Will the professor find out I didn’t write the paper myself?
Not at all. All papers are written from scratch. There is no way your tutor or instructor will realize that you did not write the paper yourself. In fact, we recommend using our assignment help services for consistent results.
What if the paper is plagiarized?
We check all papers for plagiarism before we submit them. We use powerful plagiarism checking software such as SafeAssign, LopesWrite, and Turnitin. We also upload the plagiarism report so that you can review it. We understand that plagiarism is academic suicide. We would not take the risk of submitting plagiarized work and jeopardize your academic journey. Furthermore, we do not sell or use prewritten papers, and each paper is written from scratch.
When will I get my paper?
You determine when you get the paper by setting the deadline when placing the order. All papers are delivered within the deadline. We are well aware that we operate in a time-sensitive industry. As such, we have laid out strategies to ensure that the client receives the paper on time and they never miss the deadline.

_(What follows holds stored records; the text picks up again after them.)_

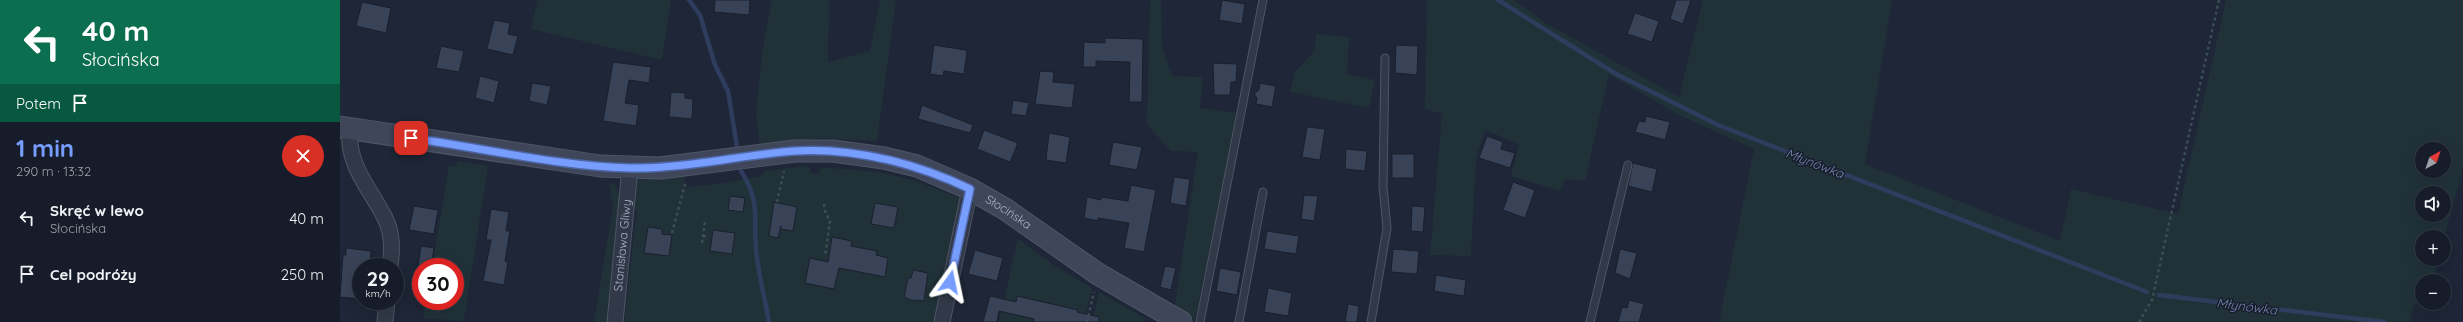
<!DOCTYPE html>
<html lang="pl">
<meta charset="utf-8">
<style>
:root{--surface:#161c29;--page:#232935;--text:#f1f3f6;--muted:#9ea1a8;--line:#353a46;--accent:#779dfe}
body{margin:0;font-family:Quicksand,sans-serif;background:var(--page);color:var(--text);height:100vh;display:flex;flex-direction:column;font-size:15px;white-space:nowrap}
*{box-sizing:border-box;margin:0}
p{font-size:13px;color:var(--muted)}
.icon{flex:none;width:22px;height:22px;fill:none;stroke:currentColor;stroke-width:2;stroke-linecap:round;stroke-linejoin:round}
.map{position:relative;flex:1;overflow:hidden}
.panel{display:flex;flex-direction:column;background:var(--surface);width:340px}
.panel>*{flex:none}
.top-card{background:#0b6e4f;color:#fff;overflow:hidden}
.needle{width:26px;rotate:40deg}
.tools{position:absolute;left:2075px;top:142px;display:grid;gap:8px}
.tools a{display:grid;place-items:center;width:36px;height:36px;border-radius:50%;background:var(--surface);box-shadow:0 4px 16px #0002,0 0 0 1px var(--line);font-size:20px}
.speed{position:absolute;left:12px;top:258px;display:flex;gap:8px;font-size:20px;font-weight:700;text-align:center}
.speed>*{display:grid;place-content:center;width:52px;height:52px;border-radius:50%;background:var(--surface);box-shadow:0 4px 16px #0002,0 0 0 1px var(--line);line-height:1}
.speed small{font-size:10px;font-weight:400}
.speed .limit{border:6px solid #d22;background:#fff;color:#111}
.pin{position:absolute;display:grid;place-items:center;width:34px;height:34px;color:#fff;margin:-17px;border-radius:8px;box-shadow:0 2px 6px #0006}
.me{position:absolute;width:44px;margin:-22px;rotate:12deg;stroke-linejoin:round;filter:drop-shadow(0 0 3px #0008)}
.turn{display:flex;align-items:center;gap:14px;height:84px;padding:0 16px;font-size:18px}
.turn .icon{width:52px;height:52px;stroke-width:2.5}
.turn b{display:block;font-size:28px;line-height:34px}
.then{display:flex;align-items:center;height:38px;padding:0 16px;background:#0003;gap:8px;font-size:15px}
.round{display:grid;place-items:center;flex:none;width:42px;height:42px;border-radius:21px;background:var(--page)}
.head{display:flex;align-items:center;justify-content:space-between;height:68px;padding:0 16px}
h1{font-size:24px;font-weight:800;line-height:30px;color:var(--accent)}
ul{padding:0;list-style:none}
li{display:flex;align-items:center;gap:12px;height:56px;padding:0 16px}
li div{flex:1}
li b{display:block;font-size:15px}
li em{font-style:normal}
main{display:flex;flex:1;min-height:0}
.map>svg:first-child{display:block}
.green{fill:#203238;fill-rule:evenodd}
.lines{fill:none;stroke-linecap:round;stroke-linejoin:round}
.stream{stroke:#2e3d5d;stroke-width:4.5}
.building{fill:#394358;stroke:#191f2d}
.lane-casing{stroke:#4f5566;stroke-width:9}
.street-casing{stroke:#4f5566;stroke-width:17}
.secondary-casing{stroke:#4f5566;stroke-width:23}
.path{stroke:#3a4e52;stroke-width:2.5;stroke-dasharray:3 3;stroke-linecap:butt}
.lane{stroke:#313847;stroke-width:7}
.street{stroke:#313847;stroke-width:15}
.secondary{stroke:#3f465a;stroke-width:21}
.route-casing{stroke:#4d66a5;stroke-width:10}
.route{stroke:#779dfe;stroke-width:7}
.labels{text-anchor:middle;stroke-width:3;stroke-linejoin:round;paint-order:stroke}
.street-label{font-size:12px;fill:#abb2c5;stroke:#171d2b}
.water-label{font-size:13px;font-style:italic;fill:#7185af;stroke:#171d2b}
</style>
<main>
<section class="panel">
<div class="top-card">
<div class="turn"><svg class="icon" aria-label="left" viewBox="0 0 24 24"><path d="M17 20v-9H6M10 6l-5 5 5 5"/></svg><div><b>40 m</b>Słocińska</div></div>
<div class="then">Potem<svg class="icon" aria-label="arrive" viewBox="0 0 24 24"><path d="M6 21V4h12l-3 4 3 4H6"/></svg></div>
</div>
<div class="head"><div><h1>1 min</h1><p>290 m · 13:32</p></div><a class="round" style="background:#d93025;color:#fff"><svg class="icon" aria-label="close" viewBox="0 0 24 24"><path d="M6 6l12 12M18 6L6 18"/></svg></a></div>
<ul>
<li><svg class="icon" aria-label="left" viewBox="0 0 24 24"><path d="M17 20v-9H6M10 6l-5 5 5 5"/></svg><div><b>Skręć w lewo</b><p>Słocińska</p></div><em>40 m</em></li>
<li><svg class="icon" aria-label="arrive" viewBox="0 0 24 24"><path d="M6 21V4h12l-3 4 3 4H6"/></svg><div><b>Cel podróży</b></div><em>250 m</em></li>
</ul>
</section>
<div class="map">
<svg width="2123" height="322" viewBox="0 0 2123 322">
<rect width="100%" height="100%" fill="#1e2637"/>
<path class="green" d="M192,0H331L322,60L191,29L197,1Z
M432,0H489L488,62L530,51L540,0H556L537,141L482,138L420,147L416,113L422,52Z
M810,0H821L822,46L832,76L863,77L860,108L897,113L855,320L834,310L858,152L831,151L807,125Z
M1087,0H1174L1204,22L1339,97L1363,0H1552L1525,164L1720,241L1731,189L1838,214L1886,0H2123V168L2104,239V237H2082V259H2099L2093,281H2082V302L2074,305L2069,322H1379L1414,149L1339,115L1269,74L1245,181L1225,179L1220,191L1171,176L1179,144L1145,130L1136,159L1131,256L1090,255L1102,114L1085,109ZM2082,149H2104V171H2082ZM2082,193H2104V215H2082Z
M976,34L1009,37L1007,74L1035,80L1029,108L950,92L955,72L975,50Z
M118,161L148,166L124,321L83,318L86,301H115V267H92L109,166H116Z
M467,166L470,167V173L479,174L480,167L538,172L576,181L621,199L596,322H284L297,210L292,209L295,180L345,176L344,187C371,186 397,181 424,175L423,171Z
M274,183L281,199L267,322H254L273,206L269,184Z
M678,239L720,269L752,288L744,322H659Z
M759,292L805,318L804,322H752Z"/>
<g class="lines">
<path class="stream" d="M349,0L360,15L375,65L388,91L397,147
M1158,0L1276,74L1378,125L1807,292
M401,171C421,202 413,216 416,249C418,273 425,298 429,322
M1819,295L2044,322"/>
</g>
<path class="building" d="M375,0H410L409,15L374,12Z
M882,0L905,4L902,24L879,20Z
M1336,0H1351L1343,24L1330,19Z
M22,2L51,8L46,33L16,26Z
M1295,13L1319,21L1312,42L1287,34Z
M154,20L170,23L168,34L178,36L173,55L147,49Z
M765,38L803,39L802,102H789L790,62L756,61V67H743L744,42L765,43Z
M594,45L625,50L627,52L624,74L604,71L603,76L590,74Z
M1056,45L1078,46L1077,75L1055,73Z
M101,46L124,51L119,72L96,68Z
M273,62L311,67L309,83L289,80L285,103L299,105L296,126L263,121Z
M873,63L897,64L896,82H891L890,95H874Z
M700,71L714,72L713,82L735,84L732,108L695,104Z
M140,76L159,81L154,103L135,98Z
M192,83L211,86L207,105L189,101Z
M920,83L936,86L932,107L916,104L917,98L914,94L919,90Z
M331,92L345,93V98L353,99L352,119L329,117Z
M673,100L689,103L686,116L671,114Z
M582,105L633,125L630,133L578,119Z
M1306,116L1330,122L1325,140L1295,132L1299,121L1305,122Z
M967,127L985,129L980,160L962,157Z
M644,130L678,143L670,162L637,149Z
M709,133L730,137L726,163L706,160Z
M1147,136L1163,142L1161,149L1175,153L1170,168L1139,158Z
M773,142L802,147L797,170L769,165Z
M1006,149L1027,151L1025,171L1005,169Z
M1052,154H1074V178H1052Z
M1293,163L1317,169L1312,192L1288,186Z
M834,177L850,179L846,206L830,203Z
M1173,182L1195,190L1185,218L1163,210Z
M791,185L816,190L804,252L784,248L789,223L758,218V221L744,218L747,197L761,200V197L788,201Z
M964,195L978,196L974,221L961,219Z
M390,196L405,198L403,212L388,210Z
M434,202L457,207L453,231L441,229V226L438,238L429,236Z
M535,203L558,207L554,228L531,224Z
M74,206L98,210L94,234L69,230Z
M1072,206L1085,207L1083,232L1071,231Z
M151,209L169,212L166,231H170L165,261L168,262L164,285L143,281L151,240H146Z
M308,227L322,229V234L332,235L329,256L304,253Z
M373,230L395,233L392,254L370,251Z
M927,231L959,236L956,254L924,249Z
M492,237L512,241L511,246L537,251L536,255L548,258L545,277L499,268L494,289L465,283L470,258L488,262Z
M81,246L94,248L91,267H78Z
M6,248L31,251L30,267H21V299L0,297L3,255H6Z
M1053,249L1079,251L1077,274L1051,272Z
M1280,249L1297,253L1290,279L1275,273Z
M635,250L663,258L657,281L628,274Z
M825,266L836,268L831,290L820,287Z
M880,268L901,272L897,295L876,291Z
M573,270L588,273L584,301L571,300L564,297L568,278H571Z
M1096,275L1126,280L1124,296L1094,291Z
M928,288L952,293L948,316L924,312Z
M650,296L676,302L677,296L738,310L737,312L759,317V322H693L694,319L659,311L657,322H643Z
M1289,300L1304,304L1299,322H1278L1282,307L1287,308Z
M1008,304L1019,306L1017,322H1005Z"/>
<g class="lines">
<g class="lane-casing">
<path id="lane" d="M860,322L923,0
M899,322L923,192
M1031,322L1047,228L1043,187L1045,58
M1250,322L1288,165"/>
</g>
<g class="street-casing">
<g id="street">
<path d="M10,128C6,165 30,188 45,218C53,234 52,251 50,267"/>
<path d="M45,322L47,301"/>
<path id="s1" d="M275,322L290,168"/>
<path d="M602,322L630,189"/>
</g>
</g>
<g class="secondary-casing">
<g id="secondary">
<path id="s2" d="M0,127L260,166L320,168L455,151H493L544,158L577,166L630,189L665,209L758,274L841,322"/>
</g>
</g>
<path class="path" d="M437,202L444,171
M484,204L485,211L490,221L485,256
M332,233L346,181
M363,236L369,237
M362,243L365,222
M747,322L754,292
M1799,322L1812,300L1879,0"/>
<use href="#lane" class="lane"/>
<use href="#street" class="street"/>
<use href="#secondary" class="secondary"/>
</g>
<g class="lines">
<g class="route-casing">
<path id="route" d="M71,138C143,148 217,166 290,168C345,169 400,155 455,151C516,148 575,163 630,189L610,282"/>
</g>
<use href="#route" class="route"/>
</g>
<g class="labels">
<g class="street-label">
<text dy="4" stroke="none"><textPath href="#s2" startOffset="685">Słocińska</textPath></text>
<text dy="4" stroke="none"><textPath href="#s1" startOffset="77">Stanisława Gliwy</textPath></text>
</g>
<g class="water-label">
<text transform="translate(1475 163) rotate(21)" y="5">Młynówka</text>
<text transform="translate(1907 306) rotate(7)" y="5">Młynówka</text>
</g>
</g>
</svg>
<div class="tools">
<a><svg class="needle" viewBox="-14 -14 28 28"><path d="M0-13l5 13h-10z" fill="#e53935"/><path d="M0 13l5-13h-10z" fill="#9ea1a8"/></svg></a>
<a><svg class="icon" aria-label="sound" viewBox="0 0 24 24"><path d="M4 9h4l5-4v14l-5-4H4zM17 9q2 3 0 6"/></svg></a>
<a>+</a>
<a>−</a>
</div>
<div class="speed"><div>29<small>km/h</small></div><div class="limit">30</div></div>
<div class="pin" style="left:71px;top:138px;background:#d93025"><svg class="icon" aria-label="arrive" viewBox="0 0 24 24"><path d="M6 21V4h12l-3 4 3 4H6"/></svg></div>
<svg class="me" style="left:610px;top:282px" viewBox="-20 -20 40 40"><path d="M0-17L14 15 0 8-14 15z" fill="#779dfe" stroke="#fff" stroke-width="4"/></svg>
</div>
</main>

We understand that papers that are submitted late have some points deducted. We do not want you to miss any points due to late submission. We work on beating deadlines by huge margins in order to ensure that you have ample time to review the paper before you submit it.
Will anyone find out that I used your services?
We have a privacy and confidentiality policy that guides our work. We NEVER share any customer information with third parties. Noone will ever know that you used our assignment help services. It’s only between you and us. We are bound by our policies to protect the customer’s identity and information. All your information, such as your names, phone number, email, order information, and so on, are protected. We have robust security systems that ensure that your data is protected. Hacking our systems is close to impossible, and it has never happened.
How our Assignment Help Service Works
1. Place an order
You fill all the paper instructions in the order form. Make sure you include all the helpful materials so that our academic writers can deliver the perfect paper. It will also help to eliminate unnecessary revisions.
2. Pay for the order
Proceed to pay for the paper so that it can be assigned to one of our expert academic writers. The paper subject is matched with the writer’s area of specialization.
3. Track the progress
You communicate with the writer and know about the progress of the paper. The client can ask the writer for drafts of the paper. The client can upload extra material and include additional instructions from the lecturer. Receive a paper.
4. Download the paper
The paper is sent to your email and uploaded to your personal account. You also get a plagiarism report attached to your paper.
PLACE THIS ORDER OR A SIMILAR ORDER WITH US TODAY AND GET A PERFECT SCORE!!!